New FastAPI HTTP Deployments running on uvicorn

I am a bit confused by the new FastAPI HTTP Deployment and I am having trouble getting it running with my existing application.

I am currently running my application with uvicorn on port 8080. I am able to launch serve with http_options=dict(location='NoServer")

I tried using APIRouter and the app instance, but I keep on getting an error

ray.serve.exceptions.RayServeException: serve.get_replica_context() may only be called from within a Ray Serve backend.

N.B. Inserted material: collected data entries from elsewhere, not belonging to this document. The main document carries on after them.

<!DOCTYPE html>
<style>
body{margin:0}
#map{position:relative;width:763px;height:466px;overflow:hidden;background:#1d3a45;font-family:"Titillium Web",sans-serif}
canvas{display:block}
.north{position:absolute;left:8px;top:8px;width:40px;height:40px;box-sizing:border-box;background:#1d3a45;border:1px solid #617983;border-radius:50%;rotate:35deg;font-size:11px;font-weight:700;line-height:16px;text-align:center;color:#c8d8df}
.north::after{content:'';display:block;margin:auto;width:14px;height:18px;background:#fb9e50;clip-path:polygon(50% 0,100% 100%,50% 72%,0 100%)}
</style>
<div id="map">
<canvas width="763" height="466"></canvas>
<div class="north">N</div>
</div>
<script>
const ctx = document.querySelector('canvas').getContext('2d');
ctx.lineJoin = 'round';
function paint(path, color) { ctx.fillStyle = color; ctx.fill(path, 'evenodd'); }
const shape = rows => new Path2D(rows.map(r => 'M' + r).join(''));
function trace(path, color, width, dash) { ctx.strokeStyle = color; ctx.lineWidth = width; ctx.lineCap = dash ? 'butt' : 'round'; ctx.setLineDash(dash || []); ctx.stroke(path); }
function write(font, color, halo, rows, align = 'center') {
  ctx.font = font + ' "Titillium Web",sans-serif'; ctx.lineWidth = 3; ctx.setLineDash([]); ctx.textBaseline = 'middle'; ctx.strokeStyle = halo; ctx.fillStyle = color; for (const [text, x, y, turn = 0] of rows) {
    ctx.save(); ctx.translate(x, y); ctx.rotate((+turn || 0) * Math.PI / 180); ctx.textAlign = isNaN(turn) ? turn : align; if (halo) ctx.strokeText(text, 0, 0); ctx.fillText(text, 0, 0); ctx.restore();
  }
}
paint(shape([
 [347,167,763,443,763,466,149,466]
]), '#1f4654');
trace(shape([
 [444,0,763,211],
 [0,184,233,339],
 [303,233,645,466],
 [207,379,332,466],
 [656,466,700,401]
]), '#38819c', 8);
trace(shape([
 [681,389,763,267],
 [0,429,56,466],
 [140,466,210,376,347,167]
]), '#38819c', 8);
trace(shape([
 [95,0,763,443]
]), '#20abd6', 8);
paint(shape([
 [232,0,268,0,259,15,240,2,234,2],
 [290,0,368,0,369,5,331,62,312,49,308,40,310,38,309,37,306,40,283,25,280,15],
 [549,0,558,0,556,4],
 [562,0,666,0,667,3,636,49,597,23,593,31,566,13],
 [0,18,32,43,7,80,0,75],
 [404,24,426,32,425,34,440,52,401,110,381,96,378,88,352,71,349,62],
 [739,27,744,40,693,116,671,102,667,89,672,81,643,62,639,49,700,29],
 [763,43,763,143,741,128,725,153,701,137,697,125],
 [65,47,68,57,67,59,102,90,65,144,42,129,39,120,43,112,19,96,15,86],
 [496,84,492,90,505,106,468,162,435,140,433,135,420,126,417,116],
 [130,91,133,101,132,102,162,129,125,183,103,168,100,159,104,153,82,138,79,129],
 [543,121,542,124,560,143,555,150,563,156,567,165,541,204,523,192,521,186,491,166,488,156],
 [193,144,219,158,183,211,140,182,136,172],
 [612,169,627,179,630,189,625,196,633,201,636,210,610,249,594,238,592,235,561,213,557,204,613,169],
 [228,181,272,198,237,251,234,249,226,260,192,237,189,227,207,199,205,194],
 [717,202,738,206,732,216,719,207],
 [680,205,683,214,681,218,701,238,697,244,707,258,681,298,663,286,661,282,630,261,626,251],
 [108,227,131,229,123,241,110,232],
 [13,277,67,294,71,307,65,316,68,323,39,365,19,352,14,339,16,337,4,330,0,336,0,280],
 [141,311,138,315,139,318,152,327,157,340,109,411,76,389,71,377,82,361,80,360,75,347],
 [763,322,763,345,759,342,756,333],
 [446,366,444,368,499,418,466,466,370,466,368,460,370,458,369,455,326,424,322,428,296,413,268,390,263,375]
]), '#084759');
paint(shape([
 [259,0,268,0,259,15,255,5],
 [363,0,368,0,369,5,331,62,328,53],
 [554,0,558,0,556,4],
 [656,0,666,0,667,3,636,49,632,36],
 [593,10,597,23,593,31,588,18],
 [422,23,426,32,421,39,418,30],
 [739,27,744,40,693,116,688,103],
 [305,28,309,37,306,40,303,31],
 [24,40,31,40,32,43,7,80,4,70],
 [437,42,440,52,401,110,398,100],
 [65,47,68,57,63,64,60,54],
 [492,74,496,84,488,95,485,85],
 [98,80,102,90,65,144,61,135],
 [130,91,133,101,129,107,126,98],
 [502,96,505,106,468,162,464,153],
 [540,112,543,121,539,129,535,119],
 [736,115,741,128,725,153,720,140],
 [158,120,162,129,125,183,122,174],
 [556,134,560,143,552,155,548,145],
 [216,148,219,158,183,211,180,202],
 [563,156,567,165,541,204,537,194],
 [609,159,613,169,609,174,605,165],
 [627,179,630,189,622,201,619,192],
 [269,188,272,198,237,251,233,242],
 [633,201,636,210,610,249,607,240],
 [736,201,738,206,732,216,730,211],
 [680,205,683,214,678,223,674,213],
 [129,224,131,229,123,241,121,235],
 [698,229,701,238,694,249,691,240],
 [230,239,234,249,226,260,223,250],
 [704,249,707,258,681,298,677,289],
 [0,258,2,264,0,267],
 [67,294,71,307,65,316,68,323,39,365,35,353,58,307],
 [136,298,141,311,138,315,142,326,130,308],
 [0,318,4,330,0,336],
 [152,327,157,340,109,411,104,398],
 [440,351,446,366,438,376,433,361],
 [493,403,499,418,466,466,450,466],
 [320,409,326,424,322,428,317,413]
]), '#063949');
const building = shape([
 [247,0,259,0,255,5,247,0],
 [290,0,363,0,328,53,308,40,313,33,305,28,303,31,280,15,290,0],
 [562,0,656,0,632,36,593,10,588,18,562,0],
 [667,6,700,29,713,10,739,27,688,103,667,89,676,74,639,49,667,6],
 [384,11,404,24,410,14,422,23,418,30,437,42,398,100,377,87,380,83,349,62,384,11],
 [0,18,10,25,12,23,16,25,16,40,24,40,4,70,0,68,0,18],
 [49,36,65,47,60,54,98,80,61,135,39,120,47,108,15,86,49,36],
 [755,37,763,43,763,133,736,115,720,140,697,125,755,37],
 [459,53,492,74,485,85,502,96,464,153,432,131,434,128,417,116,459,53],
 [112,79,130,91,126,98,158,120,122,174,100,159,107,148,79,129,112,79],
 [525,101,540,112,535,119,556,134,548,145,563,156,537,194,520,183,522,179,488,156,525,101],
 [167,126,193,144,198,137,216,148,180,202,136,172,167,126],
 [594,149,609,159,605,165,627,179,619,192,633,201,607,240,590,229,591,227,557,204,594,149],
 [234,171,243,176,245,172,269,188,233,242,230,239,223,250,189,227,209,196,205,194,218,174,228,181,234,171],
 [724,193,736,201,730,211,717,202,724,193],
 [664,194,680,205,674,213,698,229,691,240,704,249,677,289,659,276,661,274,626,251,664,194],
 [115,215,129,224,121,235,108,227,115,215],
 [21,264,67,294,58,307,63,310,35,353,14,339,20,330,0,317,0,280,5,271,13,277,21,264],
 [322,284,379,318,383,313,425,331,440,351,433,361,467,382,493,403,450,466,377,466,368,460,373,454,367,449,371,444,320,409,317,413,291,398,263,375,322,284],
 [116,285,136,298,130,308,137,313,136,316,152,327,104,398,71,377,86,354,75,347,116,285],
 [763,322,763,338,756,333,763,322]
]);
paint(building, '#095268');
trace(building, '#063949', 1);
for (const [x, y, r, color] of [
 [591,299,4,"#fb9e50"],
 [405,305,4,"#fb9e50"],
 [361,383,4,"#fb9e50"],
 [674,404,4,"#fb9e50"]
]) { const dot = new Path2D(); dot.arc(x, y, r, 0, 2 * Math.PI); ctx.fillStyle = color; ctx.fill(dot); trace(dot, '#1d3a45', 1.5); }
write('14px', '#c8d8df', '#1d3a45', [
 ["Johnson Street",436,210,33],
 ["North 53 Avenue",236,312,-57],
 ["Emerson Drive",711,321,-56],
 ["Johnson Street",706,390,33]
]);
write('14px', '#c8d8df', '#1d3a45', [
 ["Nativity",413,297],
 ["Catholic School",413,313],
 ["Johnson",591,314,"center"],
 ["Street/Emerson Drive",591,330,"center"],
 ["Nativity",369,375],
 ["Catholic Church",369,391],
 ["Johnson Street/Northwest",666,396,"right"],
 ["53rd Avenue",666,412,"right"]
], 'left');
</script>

serve is started as follows:

ray.init(address="auto", ignore_reinit_error=True, namespace="serve")
serve.start(
            http_options=dict(location="NoServer"), detached=True,
        )

FastAPI is started as follows:

ray.init(address="auto", ignore_reinit_error=True, namespace="serve")

uvicorn.run(
        "app:app", port=project_config.app.port, log_level=project_config.app.log_level
    )

My code is taken from the example:

from fastapi import FastAPI
from ray import serve

app = FastAPI()


@serve.deployment(name="deployment", route_prefix="/api")
@serve.ingress(app)
class MyFastAPIDeployment:
    @app.get("/")
    def root_handler(self):
        return "hello from /api"

    @app.get("/{subpath}")
    def subpath_handler(self, subpath: str):
        return f"hello from /{subpath}"


MyFastAPIDeployment.deploy()

Afaik, you shouldn’t run uvicorn directly in the serve runtime, since the cluster is responsible for maitaining a single uvicorn server per node. What you should do instead is call serve.start() to initialize the said runtime prior to deployment, or follow the deployment guide to serve in a long-lived Ray cluster.

1 Like

Hi @amiasato ,

I launched ray serve in detached mode and without an http server. In my case I am using my own uvicorn server.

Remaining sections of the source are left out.